[Start of Attachment]

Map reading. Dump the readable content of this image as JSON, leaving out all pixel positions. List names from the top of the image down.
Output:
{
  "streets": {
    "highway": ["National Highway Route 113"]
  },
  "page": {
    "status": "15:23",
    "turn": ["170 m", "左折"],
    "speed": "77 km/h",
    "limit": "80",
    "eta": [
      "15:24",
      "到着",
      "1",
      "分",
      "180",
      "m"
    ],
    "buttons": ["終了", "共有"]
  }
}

[End of Attachment]

Write down the entries above again. Copy them word for word.

Map reading. Dump the readable content of this image as JSON, leaving out all pixel positions. List names from the top of the image down.
Output:
{
  "streets": {
    "highway": ["National Highway Route 113"]
  },
  "page": {
    "status": "15:23",
    "turn": ["170 m", "左折"],
    "speed": "77 km/h",
    "limit": "80",
    "eta": [
      "15:24",
      "到着",
      "1",
      "分",
      "180",
      "m"
    ],
    "buttons": ["終了", "共有"]
  }
}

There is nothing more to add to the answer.